To echo what others have said, this feels like a weird thing to do in a meeting. People already don't like being in meetings, so making them longer with this won't help. That's my 2¢.
Again, maybe I'm just spoiled with a great team, but I would start with some of the basic things I've outlined above. YMMV.
Of course I would not be truthful. Most likely would be looking for a new place unless $$ was amazing and work itself great.
Quote from a book on corporate HR I read years ago stands out. Only suckers tell truth to HR, it(HR) is there to protect company not for your benefit. Exactly same applies here
Why not just slow the things down a bit?
That's what I like to do with my teams. Before dailies we chit-chat for a few minutes while waiting for everyone to connect. No rush, no agenda or HR/psychological playbooks, just friendly conversation for those interested. Who doesn't feel like it can stay muted. Also giffy and witty remarks are highly appreciated on internal Slack channel to make it feel more laid back. As a lead I feel it as a part of my job to make people feel good about working with us, but you can't push people into it by applying more rules. Less rules are way more helpful.
I think this fails the normal sniff test I have where if you wouldn't do it in an office environment, you shouldn't do it in a remote environment. It's not really all that different other than communication being harder because folks don't talk as much.

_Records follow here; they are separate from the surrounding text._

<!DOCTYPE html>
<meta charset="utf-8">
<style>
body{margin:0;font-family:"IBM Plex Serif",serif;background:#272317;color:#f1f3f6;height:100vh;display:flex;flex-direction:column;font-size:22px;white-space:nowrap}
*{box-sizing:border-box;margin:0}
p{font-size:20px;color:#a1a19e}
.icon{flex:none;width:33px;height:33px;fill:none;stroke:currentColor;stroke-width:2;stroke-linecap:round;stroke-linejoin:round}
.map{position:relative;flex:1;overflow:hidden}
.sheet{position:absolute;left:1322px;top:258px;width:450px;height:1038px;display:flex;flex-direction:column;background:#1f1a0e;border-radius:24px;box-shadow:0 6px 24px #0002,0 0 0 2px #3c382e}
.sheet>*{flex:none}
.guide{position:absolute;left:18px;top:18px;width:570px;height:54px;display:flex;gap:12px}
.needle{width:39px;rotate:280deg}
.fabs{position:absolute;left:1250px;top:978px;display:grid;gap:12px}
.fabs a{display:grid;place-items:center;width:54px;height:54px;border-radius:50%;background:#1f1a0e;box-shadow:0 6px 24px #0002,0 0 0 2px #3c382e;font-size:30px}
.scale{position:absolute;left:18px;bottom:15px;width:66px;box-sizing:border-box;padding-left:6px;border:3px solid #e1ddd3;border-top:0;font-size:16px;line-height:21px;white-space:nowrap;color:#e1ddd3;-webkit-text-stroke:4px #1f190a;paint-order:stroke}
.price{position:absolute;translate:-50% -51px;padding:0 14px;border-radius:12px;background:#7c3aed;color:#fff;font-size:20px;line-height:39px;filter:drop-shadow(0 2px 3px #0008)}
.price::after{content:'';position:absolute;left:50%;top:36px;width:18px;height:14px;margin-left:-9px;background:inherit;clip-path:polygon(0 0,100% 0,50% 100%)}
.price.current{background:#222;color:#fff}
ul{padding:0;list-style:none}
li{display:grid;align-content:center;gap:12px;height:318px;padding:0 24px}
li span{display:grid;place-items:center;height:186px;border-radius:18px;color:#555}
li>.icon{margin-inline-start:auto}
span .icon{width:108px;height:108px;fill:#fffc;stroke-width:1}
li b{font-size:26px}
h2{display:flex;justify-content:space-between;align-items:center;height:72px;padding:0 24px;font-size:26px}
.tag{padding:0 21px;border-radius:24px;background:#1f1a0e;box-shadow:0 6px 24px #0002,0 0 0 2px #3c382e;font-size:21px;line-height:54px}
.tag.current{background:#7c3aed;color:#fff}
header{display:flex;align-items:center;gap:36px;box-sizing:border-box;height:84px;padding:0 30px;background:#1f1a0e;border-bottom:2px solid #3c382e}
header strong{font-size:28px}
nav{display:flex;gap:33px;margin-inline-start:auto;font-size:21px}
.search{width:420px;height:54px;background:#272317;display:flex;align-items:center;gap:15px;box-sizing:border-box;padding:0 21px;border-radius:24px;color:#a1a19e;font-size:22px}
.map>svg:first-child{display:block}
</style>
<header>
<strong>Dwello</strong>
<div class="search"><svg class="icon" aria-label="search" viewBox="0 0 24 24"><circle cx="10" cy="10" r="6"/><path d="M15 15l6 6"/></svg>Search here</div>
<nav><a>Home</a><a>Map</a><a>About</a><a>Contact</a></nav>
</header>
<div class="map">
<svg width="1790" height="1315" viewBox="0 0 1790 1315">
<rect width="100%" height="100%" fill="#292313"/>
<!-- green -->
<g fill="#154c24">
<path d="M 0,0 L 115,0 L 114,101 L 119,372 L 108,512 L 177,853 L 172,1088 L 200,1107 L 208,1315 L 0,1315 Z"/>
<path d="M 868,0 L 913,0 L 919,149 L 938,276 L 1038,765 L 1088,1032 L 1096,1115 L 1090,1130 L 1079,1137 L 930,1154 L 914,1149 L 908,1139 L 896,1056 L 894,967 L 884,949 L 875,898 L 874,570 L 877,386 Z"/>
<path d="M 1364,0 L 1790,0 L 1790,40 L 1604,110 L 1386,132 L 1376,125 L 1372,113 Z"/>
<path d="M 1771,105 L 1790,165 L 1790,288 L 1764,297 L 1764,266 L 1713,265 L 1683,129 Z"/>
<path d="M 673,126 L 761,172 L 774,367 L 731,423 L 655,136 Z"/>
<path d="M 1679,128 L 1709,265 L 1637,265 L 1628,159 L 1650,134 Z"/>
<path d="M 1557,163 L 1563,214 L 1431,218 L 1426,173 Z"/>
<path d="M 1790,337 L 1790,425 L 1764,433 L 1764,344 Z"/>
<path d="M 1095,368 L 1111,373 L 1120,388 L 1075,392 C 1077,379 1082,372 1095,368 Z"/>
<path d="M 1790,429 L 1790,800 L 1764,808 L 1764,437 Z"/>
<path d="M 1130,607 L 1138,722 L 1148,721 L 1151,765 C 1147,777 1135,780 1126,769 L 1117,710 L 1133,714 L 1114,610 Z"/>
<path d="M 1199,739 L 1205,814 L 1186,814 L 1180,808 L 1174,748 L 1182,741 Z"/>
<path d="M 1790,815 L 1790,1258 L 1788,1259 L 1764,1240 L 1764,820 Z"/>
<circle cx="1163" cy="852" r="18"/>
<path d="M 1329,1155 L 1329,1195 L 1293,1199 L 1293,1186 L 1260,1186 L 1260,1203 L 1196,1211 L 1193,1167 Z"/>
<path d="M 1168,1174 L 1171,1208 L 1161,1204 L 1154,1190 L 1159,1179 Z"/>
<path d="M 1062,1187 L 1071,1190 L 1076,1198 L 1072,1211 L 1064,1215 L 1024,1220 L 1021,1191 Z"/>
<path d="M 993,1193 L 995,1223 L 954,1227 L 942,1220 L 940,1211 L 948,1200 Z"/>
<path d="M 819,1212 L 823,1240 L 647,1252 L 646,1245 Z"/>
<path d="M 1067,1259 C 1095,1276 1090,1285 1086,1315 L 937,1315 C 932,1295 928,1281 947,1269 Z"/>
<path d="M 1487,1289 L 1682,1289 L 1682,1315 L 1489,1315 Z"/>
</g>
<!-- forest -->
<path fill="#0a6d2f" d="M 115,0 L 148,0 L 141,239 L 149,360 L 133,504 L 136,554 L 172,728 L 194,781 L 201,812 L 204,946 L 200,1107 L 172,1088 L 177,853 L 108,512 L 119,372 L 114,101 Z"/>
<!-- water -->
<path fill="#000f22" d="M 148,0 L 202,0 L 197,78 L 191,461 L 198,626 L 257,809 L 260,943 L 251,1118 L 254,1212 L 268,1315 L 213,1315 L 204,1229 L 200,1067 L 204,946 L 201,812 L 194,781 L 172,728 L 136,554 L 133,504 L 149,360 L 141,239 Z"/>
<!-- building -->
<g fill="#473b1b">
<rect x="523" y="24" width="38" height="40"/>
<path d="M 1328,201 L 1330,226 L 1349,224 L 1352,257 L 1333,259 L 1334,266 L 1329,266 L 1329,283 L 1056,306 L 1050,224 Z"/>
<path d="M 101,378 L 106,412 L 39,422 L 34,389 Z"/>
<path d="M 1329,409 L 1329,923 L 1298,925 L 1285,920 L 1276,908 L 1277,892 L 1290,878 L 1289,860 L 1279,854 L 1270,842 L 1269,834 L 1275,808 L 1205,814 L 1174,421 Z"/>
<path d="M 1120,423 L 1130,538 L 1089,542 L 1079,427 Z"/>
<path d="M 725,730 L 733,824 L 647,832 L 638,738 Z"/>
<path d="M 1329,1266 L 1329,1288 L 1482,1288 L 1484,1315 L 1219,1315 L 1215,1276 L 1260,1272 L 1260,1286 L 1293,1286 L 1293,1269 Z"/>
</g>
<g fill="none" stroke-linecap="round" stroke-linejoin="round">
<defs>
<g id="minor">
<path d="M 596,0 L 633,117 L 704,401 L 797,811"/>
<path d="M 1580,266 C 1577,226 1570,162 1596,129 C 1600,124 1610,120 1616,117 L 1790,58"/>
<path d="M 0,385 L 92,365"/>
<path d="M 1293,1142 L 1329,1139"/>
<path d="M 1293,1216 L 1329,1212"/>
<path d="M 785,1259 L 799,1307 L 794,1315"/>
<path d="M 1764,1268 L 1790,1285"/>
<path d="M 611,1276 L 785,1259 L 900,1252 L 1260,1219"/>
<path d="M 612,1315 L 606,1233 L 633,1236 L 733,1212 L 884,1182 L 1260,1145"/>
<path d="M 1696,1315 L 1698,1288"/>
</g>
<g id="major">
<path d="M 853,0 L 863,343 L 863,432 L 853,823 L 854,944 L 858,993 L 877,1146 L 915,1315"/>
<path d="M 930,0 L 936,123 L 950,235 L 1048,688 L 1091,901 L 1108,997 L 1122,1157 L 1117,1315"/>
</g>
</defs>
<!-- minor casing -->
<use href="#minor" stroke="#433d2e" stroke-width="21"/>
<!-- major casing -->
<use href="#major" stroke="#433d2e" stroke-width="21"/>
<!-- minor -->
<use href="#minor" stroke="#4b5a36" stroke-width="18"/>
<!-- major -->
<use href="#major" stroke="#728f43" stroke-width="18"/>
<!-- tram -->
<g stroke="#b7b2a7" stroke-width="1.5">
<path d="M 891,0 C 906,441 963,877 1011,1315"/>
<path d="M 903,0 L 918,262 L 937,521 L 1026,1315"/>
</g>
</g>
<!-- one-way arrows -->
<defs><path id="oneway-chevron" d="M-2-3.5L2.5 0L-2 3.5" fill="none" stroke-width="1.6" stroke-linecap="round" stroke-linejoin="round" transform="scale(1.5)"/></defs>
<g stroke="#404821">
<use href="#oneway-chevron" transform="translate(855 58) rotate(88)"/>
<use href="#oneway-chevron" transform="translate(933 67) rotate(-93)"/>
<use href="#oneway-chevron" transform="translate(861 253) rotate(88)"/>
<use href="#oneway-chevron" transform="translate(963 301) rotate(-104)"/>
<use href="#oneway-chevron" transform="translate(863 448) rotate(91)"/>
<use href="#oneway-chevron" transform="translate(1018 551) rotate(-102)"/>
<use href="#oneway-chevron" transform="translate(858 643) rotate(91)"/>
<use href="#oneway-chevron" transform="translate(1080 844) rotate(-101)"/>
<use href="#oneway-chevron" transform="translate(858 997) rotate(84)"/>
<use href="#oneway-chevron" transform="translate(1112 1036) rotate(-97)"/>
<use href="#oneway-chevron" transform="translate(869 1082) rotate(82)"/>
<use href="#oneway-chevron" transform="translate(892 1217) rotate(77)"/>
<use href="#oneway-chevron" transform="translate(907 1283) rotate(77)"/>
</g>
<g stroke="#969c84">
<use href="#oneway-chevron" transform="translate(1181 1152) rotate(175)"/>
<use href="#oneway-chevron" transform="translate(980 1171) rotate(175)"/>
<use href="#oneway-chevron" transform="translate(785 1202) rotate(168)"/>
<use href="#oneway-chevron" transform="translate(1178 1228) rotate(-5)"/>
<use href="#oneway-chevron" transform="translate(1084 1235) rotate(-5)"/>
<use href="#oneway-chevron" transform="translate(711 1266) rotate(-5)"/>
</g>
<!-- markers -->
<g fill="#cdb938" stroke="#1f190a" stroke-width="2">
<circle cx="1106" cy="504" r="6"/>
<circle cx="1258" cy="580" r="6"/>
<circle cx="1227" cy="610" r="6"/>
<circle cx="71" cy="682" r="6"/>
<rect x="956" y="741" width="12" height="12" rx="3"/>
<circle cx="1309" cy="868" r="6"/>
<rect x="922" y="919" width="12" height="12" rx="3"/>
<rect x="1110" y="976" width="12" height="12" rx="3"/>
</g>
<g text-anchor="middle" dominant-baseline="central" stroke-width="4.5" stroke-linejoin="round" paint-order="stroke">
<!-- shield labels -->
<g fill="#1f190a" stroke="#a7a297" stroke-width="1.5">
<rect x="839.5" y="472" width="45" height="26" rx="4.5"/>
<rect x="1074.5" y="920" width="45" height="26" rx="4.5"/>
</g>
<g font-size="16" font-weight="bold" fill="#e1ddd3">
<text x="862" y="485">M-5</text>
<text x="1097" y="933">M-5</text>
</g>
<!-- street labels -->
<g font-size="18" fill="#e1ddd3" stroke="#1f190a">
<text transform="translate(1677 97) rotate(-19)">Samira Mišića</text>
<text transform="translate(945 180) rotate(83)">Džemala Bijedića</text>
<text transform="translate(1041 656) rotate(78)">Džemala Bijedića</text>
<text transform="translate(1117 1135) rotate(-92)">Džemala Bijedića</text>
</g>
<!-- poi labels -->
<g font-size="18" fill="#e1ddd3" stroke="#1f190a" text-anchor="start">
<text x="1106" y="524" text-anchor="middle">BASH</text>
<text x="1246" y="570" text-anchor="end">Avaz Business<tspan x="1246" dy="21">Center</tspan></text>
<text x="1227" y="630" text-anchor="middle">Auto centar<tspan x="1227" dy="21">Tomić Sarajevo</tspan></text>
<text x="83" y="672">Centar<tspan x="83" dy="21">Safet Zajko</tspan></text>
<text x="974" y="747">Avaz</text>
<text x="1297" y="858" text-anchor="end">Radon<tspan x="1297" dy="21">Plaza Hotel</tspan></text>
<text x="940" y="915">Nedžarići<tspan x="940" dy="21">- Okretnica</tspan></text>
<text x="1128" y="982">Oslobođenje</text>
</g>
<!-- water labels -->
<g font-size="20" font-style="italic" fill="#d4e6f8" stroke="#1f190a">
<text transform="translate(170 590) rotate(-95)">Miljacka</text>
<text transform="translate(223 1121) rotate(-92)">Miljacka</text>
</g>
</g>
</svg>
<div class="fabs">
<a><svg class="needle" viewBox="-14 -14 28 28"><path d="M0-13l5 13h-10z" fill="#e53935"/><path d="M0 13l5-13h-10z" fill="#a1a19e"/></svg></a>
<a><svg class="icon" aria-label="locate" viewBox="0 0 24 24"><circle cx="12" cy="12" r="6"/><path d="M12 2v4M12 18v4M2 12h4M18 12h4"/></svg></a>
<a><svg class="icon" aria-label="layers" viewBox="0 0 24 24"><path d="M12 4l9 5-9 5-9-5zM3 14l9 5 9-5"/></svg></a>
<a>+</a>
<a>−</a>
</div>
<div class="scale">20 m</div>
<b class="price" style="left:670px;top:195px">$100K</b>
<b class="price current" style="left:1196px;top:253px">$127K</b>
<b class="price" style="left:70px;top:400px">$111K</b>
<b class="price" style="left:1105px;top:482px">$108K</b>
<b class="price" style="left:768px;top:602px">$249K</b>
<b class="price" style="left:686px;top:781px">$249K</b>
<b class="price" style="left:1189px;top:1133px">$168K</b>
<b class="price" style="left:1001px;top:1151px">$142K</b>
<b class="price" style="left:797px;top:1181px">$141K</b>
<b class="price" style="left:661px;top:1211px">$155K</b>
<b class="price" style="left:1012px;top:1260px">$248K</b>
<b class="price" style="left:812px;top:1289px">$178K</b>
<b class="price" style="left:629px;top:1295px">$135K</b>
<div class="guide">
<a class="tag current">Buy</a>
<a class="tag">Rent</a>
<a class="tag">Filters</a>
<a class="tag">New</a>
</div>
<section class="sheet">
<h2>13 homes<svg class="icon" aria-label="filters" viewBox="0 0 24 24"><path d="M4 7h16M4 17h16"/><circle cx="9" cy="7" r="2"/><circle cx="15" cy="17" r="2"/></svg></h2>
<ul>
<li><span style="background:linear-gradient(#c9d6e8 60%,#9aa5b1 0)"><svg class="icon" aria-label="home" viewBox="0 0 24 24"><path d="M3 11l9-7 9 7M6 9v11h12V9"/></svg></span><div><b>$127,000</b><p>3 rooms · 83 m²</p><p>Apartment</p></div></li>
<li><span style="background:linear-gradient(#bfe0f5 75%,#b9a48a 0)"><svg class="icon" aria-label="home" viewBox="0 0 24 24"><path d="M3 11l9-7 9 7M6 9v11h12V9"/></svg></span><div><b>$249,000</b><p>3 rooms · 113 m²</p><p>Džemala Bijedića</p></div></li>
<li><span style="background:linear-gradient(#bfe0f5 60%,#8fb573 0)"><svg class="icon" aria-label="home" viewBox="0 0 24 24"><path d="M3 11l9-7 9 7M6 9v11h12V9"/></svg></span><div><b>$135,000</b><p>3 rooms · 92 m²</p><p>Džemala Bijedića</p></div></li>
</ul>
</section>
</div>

Remote work has many of the same problems as office work. People can be just as abusive. I had a remote coworker halfway across the country say openly and in anger in a team meeting that he was going to drive to my house, knock on my door and shoot me in the face. Because we were remote, HR didn't treat it as a real threat.
As a manager, to protect your team's emotional health your job is often to do the opposite of what the company would have you do. Rather than aiming for peak utilization, introduce slack time (the concept, not the app). Rather than prescribing duties, trust your team. Rather than encouraging them to go above and beyond, mandate they go home at the end of the day. Etc, etc. But I don't think the answer is to demand intimacy from them - instead, it's about giving them space to feel safe on their own terms.